READ ALOUDWhen it comes to reading to kids, all parents concur it’s a good thing. If only work, school, piano practice, soccer and dinner (mostly in the car, these days) left more time in the day. If you, too, count yourself among the ranks of today’s perennially rushed parents, with no time for a tome, bookmark this fact: Just 15 minutes of dedicated reading each day can make a world of developmental difference to a child.
“I think children should be introduced to books from the time they are babies, or at least when their eyes are ready to focus on pictures,” says Wiskus, noting that literary portholes provide the very young with an opportunity to discover “experiences beyond their world.” And while it is great if a child were to sit down, crack open a book and browse on her own, far more realistic, and beneficial, is if the little one listened to a parent read aloud.
This, notes Wiskus, “helps introduce [children to] a different language structure than what is used in conversation—language in books is often different than what a child will hear on TV or in a movie.” Once a child hears this particular structure, she is then able to conjure up characters and identify that pictures translate to stories. Plus, kids react to expression and inflection, helping them pick-up emotional cues they’ll later encounter. And once in school, reading aloud together—you read a page, I read a page—will help alert parents to a child’s possible points of struggle, like comprehension or vocabulary.
BOND WITH A BOOKKids thrive on closeness, and reading is a bona fide bridge to bonding, with parent and child united in a pleasurable, responsibilities-free interlude. It’s also a productive way to place sole focus on the child without common distractions like siblings or social media; for parents with more than one child, reading provides a democratic way to divvy up your attention equally by setting aside time to read aloud to each one. Reading rituals helps create family memories while serving as a blueprint that kids of today are likely to adopt as parents of tomorrow.

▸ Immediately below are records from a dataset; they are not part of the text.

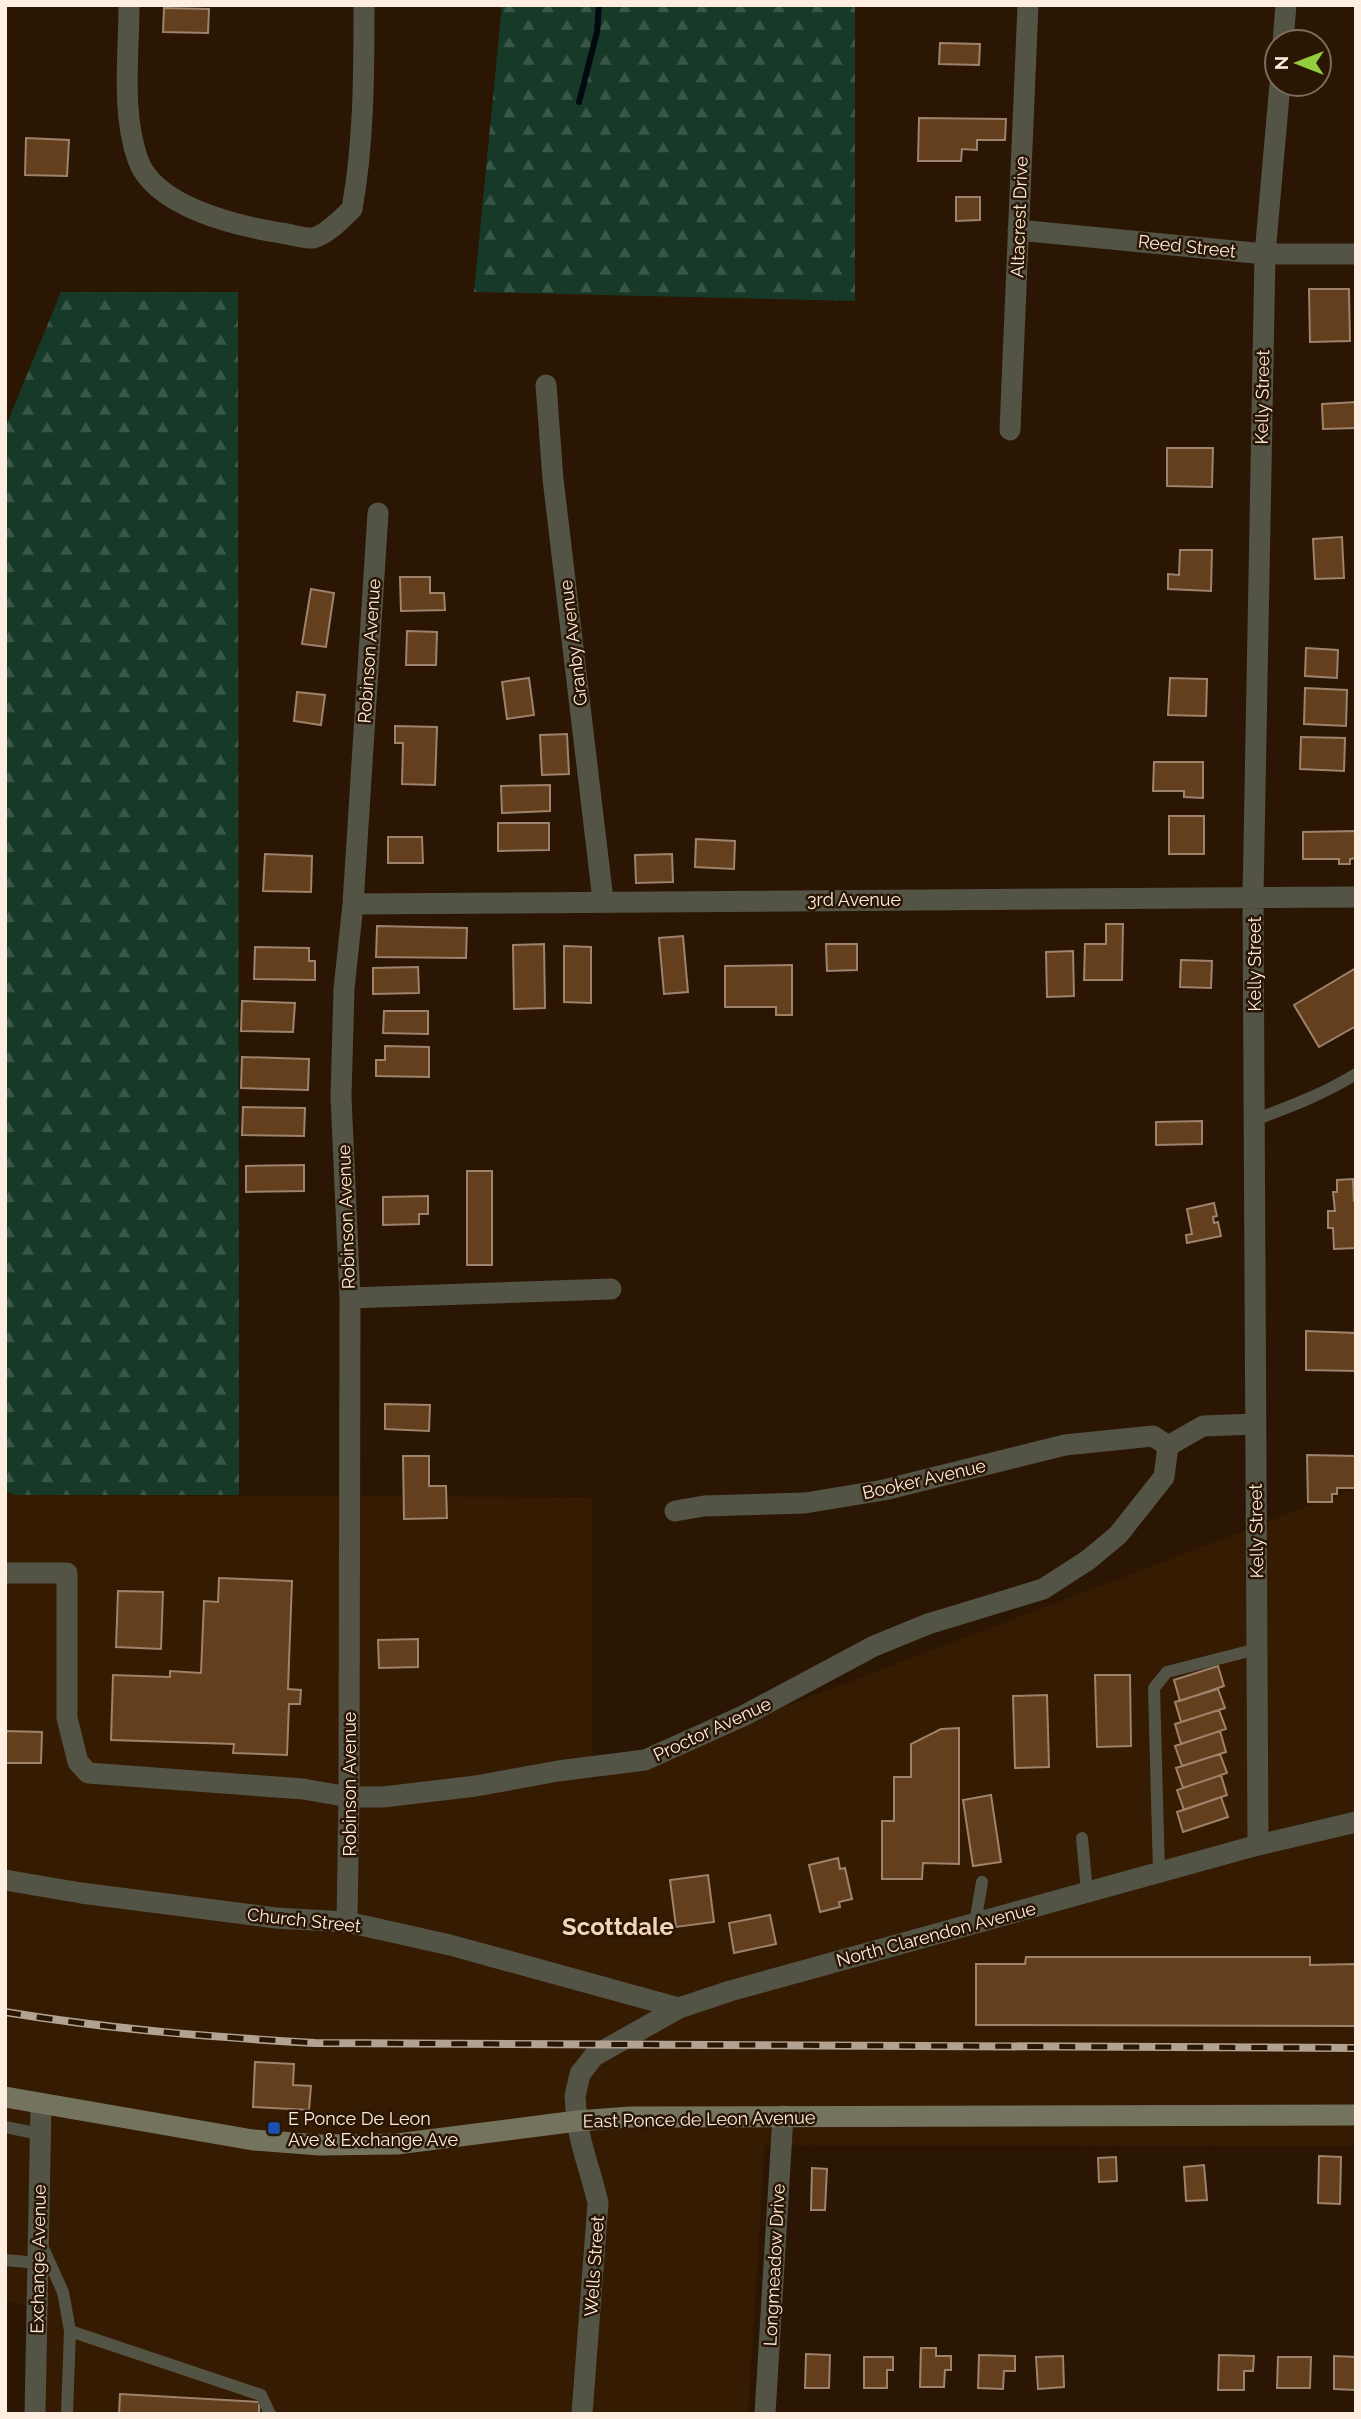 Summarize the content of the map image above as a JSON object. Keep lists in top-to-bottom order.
{
  "streets": {
    "main road": ["East Ponce de Leon Avenue"],
    "street": [
      "Altacrest Drive",
      "Reed Street",
      "Kelly Street",
      "Granby Avenue",
      "Robinson Avenue",
      "3rd Avenue",
      "Booker Avenue",
      "Proctor Avenue",
      "Church Street",
      "North Clarendon Avenue",
      "Exchange Avenue",
      "Longmeadow Drive",
      "Wells Street"
    ]
  },
  "crossings": [
    ["Altacrest Drive", "Reed Street"],
    ["Reed Street", "Kelly Street"],
    ["Kelly Street", "3rd Avenue"],
    ["Kelly Street", "North Clarendon Avenue"],
    ["Granby Avenue", "3rd Avenue"],
    ["Robinson Avenue", "3rd Avenue"],
    ["Robinson Avenue", "Proctor Avenue"],
    ["Robinson Avenue", "Church Street"],
    ["Booker Avenue", "Proctor Avenue"],
    ["Church Street", "North Clarendon Avenue"],
    ["North Clarendon Avenue", "East Ponce de Leon Avenue"],
    ["North Clarendon Avenue", "Wells Street"],
    ["East Ponce de Leon Avenue", "Exchange Avenue"],
    ["East Ponce de Leon Avenue", "Longmeadow Drive"],
    ["East Ponce de Leon Avenue", "Wells Street"]
  ],
  "districts": ["Scottdale"],
  "places": {
    "transit": ["E Ponce De Leon Ave & Exchange Ave"]
  },
  "north": "left"
}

As for kids’ interests and aptitudes, a quick trip to the bookstore or library likely will reveal topics of engagement so parents can identify curiosities, nurture interests and seek outlets for emerging talents. This is especially helpful during adolescence and teen years, when communication between parents and offspring is typically tight-lipped.
COMMUNICATE WITH WORDSSimilarly, reading with very young children opens up channels of communication. Picture books, for example, are more than colorful compendiums of illustrations; they often package important talking points—like the addition of a new sibling or individual differences—in whimsical ways that children understand and parents appreciate. As kids mature, so does story subject matter, with books dabbling into different realms, from the realistic to fantasy. (Wise are the parents who familiarize themselves with reading material popular in their kids’ age group, as certain young-adult novels may have uncomfortable storylines for some. One mom’s Divergent is another mom’s deal-breaker, so know what’s out there.)
Finally, says Wiskus, “Parents can be a role model for reading,” so at home, cultivate a literary-rich environment. By no means must you sweep your home for screens and toss out all technology, but do make sure that reading material is readily available. Schedule family dates to visit the library and reward good reading habits and goals achieved with a trip to the bookstore. And when it’s feasible, scale back on social media, holster your cell, pick up a book and read the situation. If your child follows your lead, suggest you find something to read together.
The moral of this story (aloud and clear, I hope) is this: There’s nothing like a good book.